• WHAT YOU SHOULD DO:
Copy exactly the lines of the records below, and only those lines, beginning with the line that contains "M1006 131 1146 132" and ending with the line that contains "dot.arc(x, y, r, 0, 2 * Math.PI);".

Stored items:
::::
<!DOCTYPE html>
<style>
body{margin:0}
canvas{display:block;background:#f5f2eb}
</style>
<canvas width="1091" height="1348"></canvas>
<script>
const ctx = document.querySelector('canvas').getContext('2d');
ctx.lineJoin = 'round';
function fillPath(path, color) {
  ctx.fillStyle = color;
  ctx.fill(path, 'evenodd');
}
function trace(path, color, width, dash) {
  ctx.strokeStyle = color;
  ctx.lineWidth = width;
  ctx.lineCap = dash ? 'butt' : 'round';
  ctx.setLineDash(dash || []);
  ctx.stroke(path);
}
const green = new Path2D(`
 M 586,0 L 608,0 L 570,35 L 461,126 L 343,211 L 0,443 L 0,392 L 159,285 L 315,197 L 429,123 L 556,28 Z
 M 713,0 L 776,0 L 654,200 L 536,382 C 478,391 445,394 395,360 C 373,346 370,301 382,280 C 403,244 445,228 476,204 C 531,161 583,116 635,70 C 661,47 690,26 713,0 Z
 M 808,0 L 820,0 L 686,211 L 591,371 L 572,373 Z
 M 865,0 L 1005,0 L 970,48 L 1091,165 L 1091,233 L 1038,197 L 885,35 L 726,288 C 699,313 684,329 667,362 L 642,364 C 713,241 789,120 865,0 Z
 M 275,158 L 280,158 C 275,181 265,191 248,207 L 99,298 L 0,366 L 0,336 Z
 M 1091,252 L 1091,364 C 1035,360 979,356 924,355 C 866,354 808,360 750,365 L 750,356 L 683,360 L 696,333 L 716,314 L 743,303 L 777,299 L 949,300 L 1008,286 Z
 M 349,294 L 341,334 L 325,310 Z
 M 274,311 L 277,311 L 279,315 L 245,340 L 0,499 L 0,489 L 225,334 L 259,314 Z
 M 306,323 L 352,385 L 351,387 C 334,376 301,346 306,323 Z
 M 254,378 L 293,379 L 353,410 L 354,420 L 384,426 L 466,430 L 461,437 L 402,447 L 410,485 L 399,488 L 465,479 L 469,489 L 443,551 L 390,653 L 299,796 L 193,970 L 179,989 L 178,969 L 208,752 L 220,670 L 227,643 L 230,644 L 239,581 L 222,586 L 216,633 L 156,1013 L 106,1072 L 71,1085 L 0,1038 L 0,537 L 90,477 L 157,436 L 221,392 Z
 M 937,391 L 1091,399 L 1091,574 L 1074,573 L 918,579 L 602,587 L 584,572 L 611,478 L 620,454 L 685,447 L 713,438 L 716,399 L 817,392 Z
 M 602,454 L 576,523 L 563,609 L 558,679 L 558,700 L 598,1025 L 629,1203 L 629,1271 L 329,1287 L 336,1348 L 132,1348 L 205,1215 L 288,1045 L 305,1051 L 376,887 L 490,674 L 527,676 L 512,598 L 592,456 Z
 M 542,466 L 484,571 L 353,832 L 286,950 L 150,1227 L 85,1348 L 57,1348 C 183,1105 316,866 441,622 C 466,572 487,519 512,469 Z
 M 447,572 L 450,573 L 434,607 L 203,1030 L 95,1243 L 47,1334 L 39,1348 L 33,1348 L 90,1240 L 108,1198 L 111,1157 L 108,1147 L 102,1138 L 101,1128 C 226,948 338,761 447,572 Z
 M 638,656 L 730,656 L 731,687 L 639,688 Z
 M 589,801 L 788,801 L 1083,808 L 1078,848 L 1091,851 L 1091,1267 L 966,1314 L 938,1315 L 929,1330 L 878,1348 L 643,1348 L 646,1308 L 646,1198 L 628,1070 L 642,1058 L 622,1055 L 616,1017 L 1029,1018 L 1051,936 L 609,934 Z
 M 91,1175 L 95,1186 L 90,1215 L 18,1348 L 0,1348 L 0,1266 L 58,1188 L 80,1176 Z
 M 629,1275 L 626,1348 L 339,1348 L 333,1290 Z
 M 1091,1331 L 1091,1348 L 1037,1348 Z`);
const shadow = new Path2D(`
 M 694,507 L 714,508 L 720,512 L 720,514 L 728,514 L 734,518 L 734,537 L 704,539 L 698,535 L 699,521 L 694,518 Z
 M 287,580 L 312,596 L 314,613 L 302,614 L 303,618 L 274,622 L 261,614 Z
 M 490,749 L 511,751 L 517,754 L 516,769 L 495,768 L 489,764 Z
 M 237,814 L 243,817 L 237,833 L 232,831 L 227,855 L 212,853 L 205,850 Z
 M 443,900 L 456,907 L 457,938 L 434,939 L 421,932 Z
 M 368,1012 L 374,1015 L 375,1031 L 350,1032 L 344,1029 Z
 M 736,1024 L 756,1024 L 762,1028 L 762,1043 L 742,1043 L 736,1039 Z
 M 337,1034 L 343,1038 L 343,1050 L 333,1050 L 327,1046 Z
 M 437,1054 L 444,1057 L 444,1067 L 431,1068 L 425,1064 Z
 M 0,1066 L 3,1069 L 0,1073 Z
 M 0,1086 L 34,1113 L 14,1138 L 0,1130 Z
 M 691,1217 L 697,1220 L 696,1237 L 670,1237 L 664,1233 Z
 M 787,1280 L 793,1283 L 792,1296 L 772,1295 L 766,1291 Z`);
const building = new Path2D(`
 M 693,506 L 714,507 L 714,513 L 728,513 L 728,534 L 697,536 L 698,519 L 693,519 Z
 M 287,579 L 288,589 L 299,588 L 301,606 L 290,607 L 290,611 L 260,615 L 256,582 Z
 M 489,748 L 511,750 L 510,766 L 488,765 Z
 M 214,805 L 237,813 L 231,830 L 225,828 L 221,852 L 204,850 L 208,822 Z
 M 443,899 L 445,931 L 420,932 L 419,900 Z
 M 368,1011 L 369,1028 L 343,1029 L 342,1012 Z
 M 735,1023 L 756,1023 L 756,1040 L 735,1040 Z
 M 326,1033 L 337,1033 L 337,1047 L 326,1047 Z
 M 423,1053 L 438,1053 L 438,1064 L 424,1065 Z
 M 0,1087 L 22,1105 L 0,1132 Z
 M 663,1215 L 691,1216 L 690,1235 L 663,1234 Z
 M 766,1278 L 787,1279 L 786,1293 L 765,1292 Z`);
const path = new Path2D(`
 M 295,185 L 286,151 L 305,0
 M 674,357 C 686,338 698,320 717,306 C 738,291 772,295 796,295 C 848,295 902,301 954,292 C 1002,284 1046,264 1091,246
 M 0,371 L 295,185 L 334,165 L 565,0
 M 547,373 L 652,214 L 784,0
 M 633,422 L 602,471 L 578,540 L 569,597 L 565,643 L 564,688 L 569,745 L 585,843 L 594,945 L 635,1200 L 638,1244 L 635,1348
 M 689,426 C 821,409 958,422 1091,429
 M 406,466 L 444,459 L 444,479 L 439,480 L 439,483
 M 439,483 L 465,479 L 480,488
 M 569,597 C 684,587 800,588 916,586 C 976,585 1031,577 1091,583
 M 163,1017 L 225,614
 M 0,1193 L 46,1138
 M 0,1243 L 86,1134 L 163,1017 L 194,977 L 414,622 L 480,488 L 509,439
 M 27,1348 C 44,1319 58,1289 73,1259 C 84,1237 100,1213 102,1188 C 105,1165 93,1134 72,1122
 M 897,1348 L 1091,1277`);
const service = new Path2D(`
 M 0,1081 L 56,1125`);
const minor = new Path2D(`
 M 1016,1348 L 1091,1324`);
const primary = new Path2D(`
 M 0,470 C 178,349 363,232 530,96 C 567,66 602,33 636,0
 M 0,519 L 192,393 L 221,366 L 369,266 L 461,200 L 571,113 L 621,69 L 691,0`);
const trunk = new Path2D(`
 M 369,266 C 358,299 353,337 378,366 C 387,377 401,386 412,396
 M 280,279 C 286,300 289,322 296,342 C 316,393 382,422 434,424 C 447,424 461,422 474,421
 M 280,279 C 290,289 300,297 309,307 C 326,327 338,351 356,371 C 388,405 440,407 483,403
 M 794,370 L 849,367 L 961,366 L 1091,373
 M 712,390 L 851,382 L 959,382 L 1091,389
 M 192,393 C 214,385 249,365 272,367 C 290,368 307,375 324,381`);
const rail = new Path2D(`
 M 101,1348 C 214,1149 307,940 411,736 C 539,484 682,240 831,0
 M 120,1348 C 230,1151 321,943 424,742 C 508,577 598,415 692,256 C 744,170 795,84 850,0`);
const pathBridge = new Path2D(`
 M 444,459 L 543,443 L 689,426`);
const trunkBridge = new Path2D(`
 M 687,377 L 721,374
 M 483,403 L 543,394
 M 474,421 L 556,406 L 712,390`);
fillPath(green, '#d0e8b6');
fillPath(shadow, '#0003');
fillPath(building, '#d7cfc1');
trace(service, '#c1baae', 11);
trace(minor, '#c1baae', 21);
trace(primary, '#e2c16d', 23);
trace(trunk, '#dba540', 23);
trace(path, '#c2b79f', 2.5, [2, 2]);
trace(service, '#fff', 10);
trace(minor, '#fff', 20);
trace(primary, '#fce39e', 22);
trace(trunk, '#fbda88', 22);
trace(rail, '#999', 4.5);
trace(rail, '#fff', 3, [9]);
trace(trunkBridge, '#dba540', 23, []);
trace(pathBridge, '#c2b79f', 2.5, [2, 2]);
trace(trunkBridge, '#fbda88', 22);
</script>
::::
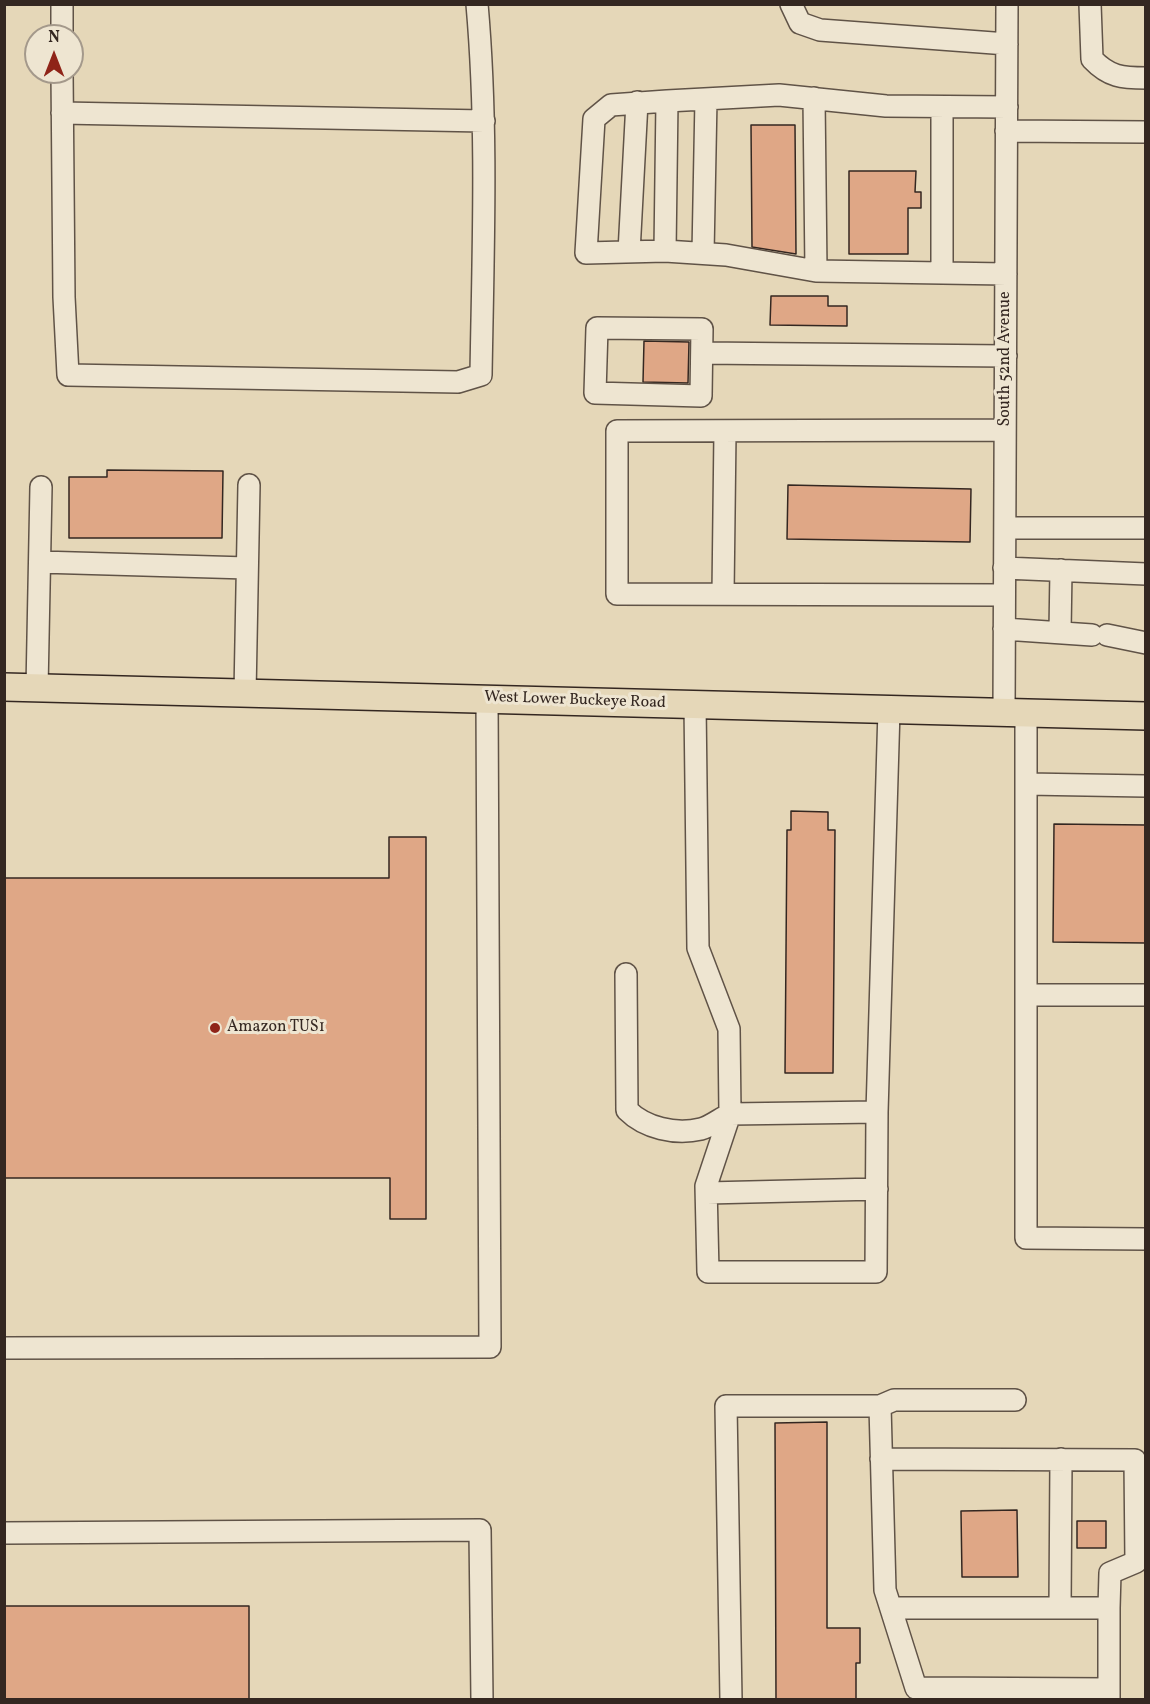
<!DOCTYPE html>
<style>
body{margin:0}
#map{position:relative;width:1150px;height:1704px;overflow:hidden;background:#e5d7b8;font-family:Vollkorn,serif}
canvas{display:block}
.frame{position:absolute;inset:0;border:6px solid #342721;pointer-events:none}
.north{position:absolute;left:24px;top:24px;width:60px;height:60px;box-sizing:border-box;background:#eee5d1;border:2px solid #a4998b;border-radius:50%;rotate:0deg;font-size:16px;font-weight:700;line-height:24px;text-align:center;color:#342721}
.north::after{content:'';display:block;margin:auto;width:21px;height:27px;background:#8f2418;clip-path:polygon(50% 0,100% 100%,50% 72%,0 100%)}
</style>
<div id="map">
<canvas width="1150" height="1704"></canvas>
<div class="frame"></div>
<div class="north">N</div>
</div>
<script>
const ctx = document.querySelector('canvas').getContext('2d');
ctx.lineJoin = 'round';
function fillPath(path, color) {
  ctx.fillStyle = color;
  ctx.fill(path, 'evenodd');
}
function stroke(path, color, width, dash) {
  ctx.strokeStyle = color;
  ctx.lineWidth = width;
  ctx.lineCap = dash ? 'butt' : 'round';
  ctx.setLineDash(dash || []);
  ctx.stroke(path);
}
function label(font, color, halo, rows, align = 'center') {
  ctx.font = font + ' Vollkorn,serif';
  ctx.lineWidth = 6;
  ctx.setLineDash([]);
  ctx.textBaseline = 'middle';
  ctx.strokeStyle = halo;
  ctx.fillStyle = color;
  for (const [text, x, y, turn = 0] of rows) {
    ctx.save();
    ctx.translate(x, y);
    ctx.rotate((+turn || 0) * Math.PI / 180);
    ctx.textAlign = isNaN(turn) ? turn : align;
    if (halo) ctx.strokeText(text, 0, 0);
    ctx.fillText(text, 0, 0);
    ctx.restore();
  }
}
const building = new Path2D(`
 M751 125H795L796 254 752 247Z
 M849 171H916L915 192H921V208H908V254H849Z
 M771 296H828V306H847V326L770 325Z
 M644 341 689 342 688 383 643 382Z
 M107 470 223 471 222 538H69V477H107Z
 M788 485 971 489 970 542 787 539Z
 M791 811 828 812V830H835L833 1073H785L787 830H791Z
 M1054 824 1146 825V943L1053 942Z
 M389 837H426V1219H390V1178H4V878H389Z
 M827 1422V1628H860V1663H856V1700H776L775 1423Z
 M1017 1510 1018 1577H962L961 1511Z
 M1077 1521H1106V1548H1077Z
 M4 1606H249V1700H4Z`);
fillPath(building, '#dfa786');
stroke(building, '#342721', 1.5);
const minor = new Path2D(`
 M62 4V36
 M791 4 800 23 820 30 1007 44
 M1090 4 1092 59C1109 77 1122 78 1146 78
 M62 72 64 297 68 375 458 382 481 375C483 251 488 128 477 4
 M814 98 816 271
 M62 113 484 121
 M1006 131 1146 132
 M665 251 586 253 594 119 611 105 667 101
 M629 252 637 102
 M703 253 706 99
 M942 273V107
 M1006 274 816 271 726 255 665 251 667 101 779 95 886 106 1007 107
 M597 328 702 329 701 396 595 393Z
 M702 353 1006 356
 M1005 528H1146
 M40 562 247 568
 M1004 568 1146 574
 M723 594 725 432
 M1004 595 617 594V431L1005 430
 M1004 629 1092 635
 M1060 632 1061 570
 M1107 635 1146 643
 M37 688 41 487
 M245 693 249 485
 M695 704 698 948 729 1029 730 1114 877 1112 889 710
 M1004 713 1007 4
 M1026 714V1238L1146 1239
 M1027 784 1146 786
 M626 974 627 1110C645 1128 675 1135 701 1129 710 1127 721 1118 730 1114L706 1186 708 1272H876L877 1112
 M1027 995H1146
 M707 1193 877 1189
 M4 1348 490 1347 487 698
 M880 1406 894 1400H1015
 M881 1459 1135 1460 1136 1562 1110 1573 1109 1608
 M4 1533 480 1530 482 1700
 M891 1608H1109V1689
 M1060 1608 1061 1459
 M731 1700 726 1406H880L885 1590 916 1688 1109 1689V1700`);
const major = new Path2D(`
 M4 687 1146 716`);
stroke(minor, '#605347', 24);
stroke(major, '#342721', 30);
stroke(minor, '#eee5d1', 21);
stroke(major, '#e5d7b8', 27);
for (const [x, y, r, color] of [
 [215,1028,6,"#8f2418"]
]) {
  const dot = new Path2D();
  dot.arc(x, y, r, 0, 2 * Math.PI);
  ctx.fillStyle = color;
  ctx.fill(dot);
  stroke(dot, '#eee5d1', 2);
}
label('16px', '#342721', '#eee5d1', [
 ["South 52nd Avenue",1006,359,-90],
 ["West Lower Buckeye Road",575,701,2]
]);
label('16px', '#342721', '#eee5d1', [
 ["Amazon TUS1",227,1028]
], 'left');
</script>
::::
• ANSWER TO THIS TASK:
 M1006 131 1146 132
 M665 251 586 253 594 119 611 105 667 101
 M629 252 637 102
 M703 253 706 99
 M942 273V107
 M1006 274 816 271 726 255 665 251 667 101 779 95 886 106 1007 107
 M597 328 702 329 701 396 595 393Z
 M702 353 1006 356
 M1005 528H1146
 M40 562 247 568
 M1004 568 1146 574
 M723 594 725 432
 M1004 595 617 594V431L1005 430
 M1004 629 1092 635
 M1060 632 1061 570
 M1107 635 1146 643
 M37 688 41 487
 M245 693 249 485
 M695 704 698 948 729 1029 730 1114 877 1112 889 710
 M1004 713 1007 4
 M1026 714V1238L1146 1239
 M1027 784 1146 786
 M626 974 627 1110C645 1128 675 1135 701 1129 710 1127 721 1118 730 1114L706 1186 708 1272H876L877 1112
 M1027 995H1146
 M707 1193 877 1189
 M4 1348 490 1347 487 698
 M880 1406 894 1400H1015
 M881 1459 1135 1460 1136 1562 1110 1573 1109 1608
 M4 1533 480 1530 482 1700
 M891 1608H1109V1689
 M1060 1608 1061 1459
 M731 1700 726 1406H880L885 1590 916 1688 1109 1689V1700`);
const major = new Path2D(`
 M4 687 1146 716`);
stroke(minor, '#605347', 24);
stroke(major, '#342721', 30);
stroke(minor, '#eee5d1', 21);
stroke(major, '#e5d7b8', 27);
for (const [x, y, r, color] of [
 [215,1028,6,"#8f2418"]
]) {
  const dot = new Path2D();
  dot.arc(x, y, r, 0, 2 * Math.PI);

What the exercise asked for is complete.